#### [Directions for this task]
Your answer should consist of the lines in the following data that contain "bottom".

== Entries shown

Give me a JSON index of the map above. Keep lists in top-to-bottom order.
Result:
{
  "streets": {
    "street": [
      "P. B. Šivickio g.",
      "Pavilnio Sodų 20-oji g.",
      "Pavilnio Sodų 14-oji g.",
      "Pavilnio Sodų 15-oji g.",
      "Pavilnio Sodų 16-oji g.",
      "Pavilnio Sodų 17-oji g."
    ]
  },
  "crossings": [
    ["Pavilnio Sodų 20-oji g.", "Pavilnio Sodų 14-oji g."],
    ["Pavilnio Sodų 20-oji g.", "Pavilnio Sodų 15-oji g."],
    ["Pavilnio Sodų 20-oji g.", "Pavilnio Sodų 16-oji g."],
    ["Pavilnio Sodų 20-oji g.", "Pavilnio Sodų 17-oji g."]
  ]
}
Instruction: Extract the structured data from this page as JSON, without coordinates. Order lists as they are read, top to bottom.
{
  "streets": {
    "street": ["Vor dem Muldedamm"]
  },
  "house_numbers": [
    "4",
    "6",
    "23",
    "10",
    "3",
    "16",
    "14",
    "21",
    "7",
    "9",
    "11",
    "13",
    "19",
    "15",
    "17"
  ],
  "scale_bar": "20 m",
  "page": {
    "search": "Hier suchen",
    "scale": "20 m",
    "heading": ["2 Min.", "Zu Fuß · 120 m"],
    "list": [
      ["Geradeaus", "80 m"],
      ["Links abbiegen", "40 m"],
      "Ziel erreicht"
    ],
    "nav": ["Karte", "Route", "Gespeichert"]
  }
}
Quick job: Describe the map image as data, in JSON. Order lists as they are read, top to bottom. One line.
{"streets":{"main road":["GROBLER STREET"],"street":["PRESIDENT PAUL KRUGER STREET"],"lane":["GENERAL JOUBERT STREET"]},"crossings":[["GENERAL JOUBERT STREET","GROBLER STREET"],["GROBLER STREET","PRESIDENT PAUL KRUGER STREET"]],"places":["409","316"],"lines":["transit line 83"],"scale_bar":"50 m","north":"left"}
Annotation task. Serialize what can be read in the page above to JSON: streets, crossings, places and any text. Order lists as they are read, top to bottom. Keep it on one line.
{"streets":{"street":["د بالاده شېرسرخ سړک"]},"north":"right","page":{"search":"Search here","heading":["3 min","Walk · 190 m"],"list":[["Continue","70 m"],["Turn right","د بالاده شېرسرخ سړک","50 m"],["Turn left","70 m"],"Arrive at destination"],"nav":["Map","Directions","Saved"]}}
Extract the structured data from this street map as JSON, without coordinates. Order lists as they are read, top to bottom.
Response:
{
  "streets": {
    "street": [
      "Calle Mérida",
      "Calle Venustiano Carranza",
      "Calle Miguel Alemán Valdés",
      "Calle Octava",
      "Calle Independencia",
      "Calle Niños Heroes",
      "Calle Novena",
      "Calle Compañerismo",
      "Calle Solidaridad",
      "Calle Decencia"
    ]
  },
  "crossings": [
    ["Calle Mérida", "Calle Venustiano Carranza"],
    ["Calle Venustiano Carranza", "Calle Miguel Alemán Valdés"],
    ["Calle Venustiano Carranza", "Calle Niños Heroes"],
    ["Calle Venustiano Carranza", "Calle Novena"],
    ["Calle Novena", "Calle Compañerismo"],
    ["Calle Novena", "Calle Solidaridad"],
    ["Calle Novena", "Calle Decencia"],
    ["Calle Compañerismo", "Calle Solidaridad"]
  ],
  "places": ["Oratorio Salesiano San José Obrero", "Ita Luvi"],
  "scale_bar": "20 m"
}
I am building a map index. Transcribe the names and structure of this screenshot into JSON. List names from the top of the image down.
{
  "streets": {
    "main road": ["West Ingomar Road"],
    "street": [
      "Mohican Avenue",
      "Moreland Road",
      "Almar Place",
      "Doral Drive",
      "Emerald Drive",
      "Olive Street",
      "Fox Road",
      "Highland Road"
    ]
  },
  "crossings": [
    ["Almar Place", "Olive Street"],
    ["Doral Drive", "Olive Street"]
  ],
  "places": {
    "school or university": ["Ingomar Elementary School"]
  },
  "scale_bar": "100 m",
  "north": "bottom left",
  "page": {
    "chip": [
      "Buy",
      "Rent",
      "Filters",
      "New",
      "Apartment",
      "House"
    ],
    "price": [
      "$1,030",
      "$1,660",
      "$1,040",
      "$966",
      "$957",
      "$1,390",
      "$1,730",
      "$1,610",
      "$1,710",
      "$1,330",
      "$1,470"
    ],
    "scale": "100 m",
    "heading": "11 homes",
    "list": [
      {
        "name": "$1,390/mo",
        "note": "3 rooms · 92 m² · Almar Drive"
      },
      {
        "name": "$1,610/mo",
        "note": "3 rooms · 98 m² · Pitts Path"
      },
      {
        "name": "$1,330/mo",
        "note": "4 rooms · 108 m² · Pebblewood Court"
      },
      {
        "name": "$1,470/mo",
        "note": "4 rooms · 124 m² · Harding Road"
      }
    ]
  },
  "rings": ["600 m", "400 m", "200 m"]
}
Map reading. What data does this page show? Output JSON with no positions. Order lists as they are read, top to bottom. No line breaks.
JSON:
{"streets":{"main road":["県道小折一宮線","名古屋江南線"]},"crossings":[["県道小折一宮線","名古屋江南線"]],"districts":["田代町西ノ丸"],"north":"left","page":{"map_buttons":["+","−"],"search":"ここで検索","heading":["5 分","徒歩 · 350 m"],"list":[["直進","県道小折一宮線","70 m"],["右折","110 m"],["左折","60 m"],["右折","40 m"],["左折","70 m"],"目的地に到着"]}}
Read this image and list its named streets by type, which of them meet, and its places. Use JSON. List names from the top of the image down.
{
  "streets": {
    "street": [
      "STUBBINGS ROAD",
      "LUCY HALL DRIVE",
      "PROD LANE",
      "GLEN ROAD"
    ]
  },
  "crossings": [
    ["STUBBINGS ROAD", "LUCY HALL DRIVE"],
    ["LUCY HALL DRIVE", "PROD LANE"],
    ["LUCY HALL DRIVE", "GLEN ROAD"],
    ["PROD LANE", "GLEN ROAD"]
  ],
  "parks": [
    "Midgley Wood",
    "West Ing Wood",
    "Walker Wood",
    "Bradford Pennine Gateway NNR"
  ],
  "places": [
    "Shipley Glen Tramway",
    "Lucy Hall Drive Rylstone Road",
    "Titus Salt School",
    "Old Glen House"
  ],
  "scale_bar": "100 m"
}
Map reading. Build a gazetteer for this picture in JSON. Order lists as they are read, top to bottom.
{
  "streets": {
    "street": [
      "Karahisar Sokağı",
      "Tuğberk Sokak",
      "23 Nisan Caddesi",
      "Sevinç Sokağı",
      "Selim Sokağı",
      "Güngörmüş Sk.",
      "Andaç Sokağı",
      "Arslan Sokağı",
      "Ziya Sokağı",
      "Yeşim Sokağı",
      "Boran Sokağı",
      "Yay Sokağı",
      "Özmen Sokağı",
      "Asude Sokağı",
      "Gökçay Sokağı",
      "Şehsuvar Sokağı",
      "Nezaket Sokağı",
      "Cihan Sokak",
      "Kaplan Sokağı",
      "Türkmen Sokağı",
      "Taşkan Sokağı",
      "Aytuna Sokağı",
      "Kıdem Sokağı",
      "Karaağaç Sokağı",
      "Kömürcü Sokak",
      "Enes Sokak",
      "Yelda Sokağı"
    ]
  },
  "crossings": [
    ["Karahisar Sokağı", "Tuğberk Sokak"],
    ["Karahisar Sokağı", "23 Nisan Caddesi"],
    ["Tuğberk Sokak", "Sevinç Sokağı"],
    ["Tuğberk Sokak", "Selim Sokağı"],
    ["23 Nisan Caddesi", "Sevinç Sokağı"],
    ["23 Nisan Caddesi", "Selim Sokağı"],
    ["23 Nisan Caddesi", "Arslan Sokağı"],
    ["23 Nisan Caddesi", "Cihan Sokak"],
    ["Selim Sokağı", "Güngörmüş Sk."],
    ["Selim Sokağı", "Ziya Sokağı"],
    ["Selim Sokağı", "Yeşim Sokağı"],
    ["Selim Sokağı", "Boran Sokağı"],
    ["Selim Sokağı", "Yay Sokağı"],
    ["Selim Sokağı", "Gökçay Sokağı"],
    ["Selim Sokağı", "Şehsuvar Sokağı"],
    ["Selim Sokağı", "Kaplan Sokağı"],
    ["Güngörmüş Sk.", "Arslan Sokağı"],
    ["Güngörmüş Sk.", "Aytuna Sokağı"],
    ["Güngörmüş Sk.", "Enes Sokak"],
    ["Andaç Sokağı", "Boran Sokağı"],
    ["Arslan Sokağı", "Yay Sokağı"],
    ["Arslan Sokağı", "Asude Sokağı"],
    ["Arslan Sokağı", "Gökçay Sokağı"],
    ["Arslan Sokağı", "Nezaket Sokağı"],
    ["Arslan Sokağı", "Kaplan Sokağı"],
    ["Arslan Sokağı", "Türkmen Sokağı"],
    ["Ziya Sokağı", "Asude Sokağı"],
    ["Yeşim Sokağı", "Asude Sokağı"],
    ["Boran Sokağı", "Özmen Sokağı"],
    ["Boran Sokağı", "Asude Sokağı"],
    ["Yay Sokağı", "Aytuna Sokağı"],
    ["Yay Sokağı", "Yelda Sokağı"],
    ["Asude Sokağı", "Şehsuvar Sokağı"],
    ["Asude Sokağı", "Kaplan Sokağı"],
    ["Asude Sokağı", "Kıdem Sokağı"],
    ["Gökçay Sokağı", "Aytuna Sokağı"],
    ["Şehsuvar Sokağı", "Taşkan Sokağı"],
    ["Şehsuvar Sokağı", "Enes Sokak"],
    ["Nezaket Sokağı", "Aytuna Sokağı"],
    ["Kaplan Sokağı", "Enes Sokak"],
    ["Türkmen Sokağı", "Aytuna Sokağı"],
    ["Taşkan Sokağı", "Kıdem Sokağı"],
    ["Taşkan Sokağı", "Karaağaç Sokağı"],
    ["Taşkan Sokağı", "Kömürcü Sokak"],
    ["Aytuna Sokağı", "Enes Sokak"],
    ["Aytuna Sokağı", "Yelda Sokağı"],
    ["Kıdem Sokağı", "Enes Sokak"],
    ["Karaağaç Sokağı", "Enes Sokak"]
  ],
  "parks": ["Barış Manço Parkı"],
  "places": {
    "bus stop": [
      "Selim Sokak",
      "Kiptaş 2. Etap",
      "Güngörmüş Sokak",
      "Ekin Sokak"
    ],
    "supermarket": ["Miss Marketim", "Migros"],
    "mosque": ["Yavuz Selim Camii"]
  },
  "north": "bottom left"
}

====

#### [Task answer]
Give me a JSON index of the map above. Keep lists in top-to-bottom order.
Instruction: Extract the structured data from this page as JSON, without coordinates. Order lists as they are read, top to bottom.
Quick job: Describe the map image as data, in JSON. Order lists as they are read, top to bottom. One line.
Annotation task. Serialize what can be read in the page above to JSON: streets, crossings, places and any text. Order lists as they are read, top to bottom. Keep it on one line.
Extract the structured data from this street map as JSON, without coordinates. Order lists as they are read, top to bottom.
  "north": "bottom left",
Map reading. What data does this page show? Output JSON with no positions. Order lists as they are read, top to bottom. No line breaks.
Map reading. Build a gazetteer for this picture in JSON. Order lists as they are read, top to bottom.
  "north": "bottom left"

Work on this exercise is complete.